The engagement trap
To measure how an app or service is doing, we often set our sights on “engagement.” This term is rarely carefully defined, but even when it is the effects of reductionism are already present. People aren’t just clicks, or ‘time spent’. “Engagement” could result from enjoyment, but it can also result, as it often does, from cheap or underhanded manipulation of our baser instincts.
Skinner boxes, mice pushing levers to get cocaine, we have all sorts of ready-made “research” we reference in handwavy fashion in our heads when we talk about topics like engagement, attention, activity. This topic might seem more relevant for purely online services but everything in the software world is affected by this way of thinking.
As I’ve mentioned before, software agents are ‘users’ as well as far as software is concerned. This level of abstraction makes it easier to stop thinking of ‘users’ as people. Bots are also users, which only becomes a problem if someone chooses to care. Maybe mice could be users too. You can get them to click a button all day long any number of ways, as in the image above, for the experiment in which pushing a lever delivers cocaine. The mice will be really “engaged.” The charts are going to look great… for the most part.

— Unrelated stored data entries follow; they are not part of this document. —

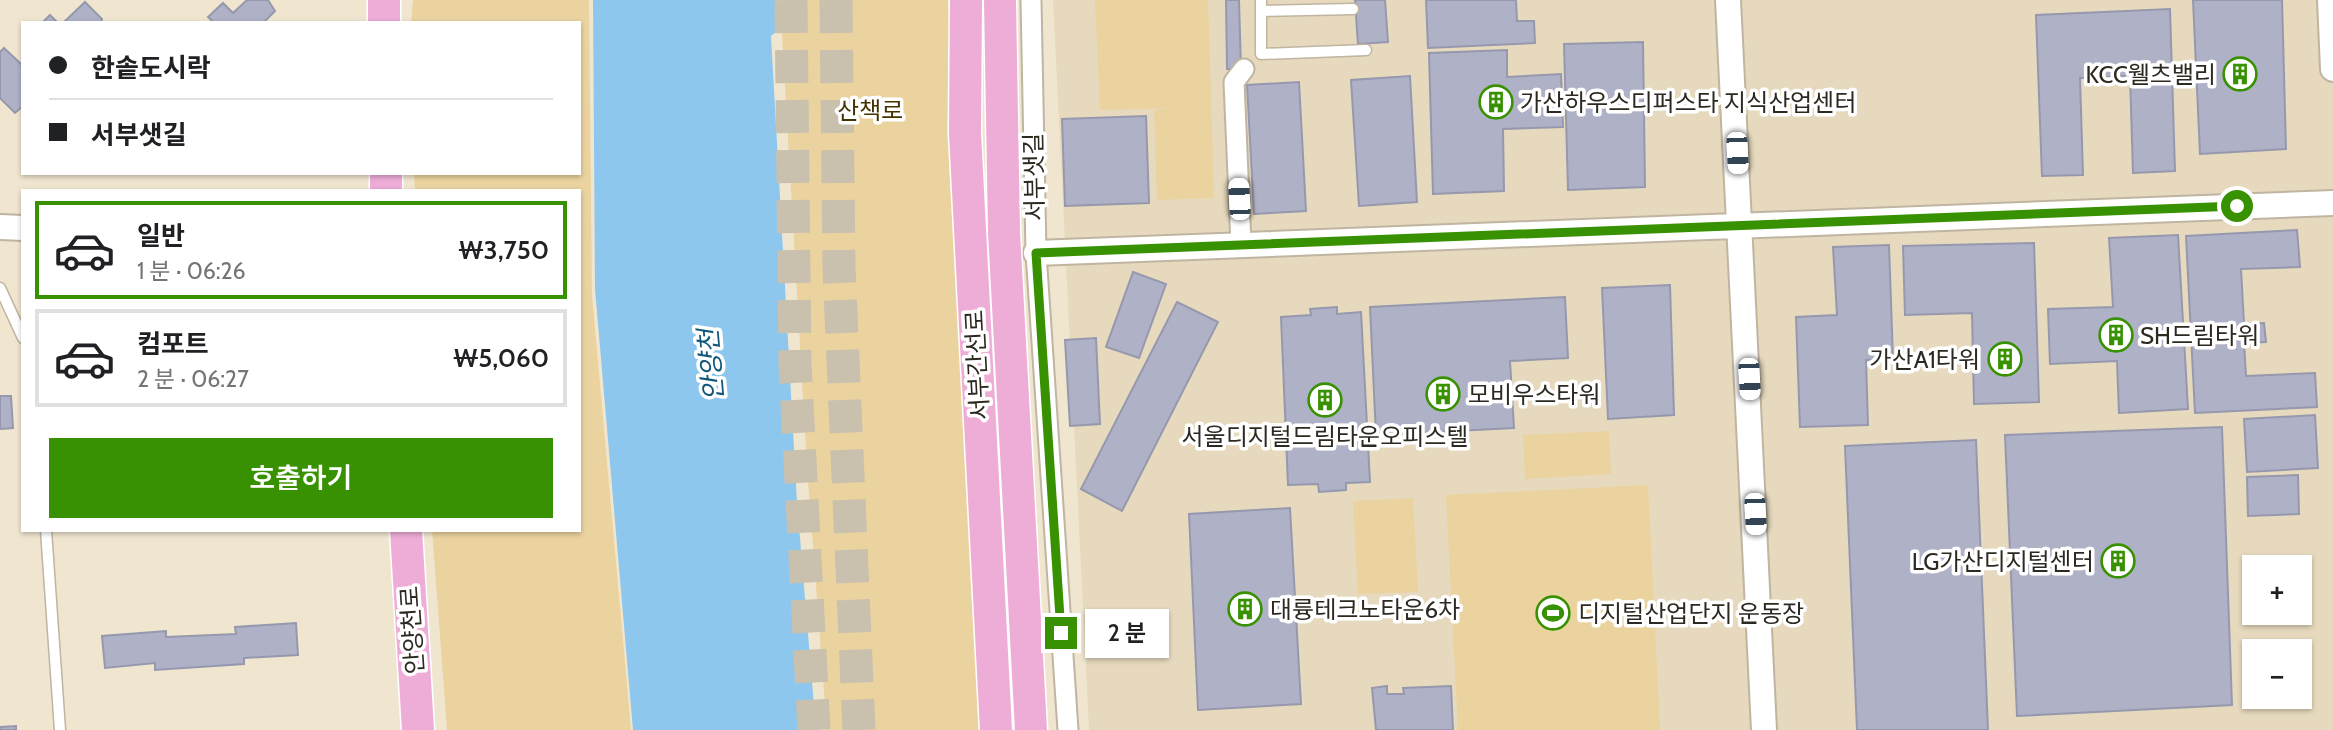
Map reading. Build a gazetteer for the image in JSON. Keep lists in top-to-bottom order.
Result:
{
  "streets": {
    "main road": ["서부간선로", "안양천로"],
    "street": ["서부샛길"]
  },
  "water": ["안양천"],
  "parks": ["산책로"],
  "places": {
    "building": [
      "KCC웰츠밸리",
      "가산하우스디퍼스타 지식산업센터",
      "SH드림타워",
      "가산A1타워",
      "모비우스타워",
      "서울디지털드림타운오피스텔",
      "LG가산디지털센터",
      "대륭테크노타운6차"
    ],
    "sports": ["디지털산업단지 운동장"]
  },
  "page": {
    "banner": ["한솥도시락", "서부샛길"],
    "list": [
      {
        "name": "일반",
        "note": "1 분 · 06:26",
        "value": "₩3,750"
      },
      {
        "name": "컴포트",
        "note": "2 분 · 06:27",
        "value": "₩5,060"
      }
    ],
    "buttons": "호출하기",
    "map_buttons": ["+", "−"],
    "bubble": "2 분"
  }
}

Abstractions are useful and undeniably necessary. Overusing them, however, is dangerous. Using them incorrectly, without context, even more so.( This is along the lines of “The only thing worse than no documentation is bad documentation”). It’s something common, talking about “engagement” when what we’re talking about is getting people to spend as much time as possible and click on as many links as possible or post as many things as possible.
The example of using mice may sound like a cheap analogy, but I’m serious. I’m not focusing on whether triggering addictive behaviors is a good idea, or arguing about dopamine rushes or the like. That’s a worthy discussion to have, but I’m focusing on a different aspect.
Like a Turing test for sites: if you can manipulate your stats (in this case, “engagement”) by having small rodents perform a task in a box, then you are doing it wrong.
That is, if you made a button do something on a website, and then had the button and its copies pushed over and over by mice that are being rewarded with food, or sweets, or whatever, and that activity increases your site/application/service engagement, you’re in trouble.
Integers need not apply
Along the line of simple ways to tell when something’s wrong: Positive Integers are also a pretty significant warning sign. If that’s the space in which you’re measuring (happens more often than you’d think) then something is really wrong. One example: you report that user ‘engagement,’ which you define as average number of full page loads per user per month, is 10. Great. But that could be achieved any number of ways: MySpace’s signup page was at one point a crazy number of pages, which was either the result of bad design/engineering or something done to artificially inflate its pageview numbers. So maybe the user signs up and in the process they have to load 10 pages. Then they never return. OR maybe they sign up and then return every 3 days and read a new page. “Engagement” is the same, but the second example shows a qualitatively different result. Oh, but that’s why we measure “user retention” and “return visits”! someone may say. All too frequently, though, these three metrics aren’t cross referenced which again makes them meaningless since the ‘users’ that dominate each area may be different sets. Averages are used without looking at the standard deviation, which makes also them close to meaningless. We separate users in ‘cohorts’ that are different across different stat sets. Since a ‘user’ is at best an account, while we have soft ways of extrapolating when multiple accounts are really one person, we don’t usually look at that. Bots are users too, unless they’re so well known or so high in traffic that you can’t get away with ignoring them.
But there’s more!
When you use an abstraction like “user” it’s also easier to go down the wrong path. Getting a “user” to “discover content” by inserting “targeted paid results” Is much better than to describe how you’re getting your grandmother to unwittingly click on a piece of advertising that looks much like the real content she wanted to look at but says “advertisement” in 5-point font. While you may or may not think (like I do) that this is morally wrong, my larger point is that it is the wrong thing to do for the business too.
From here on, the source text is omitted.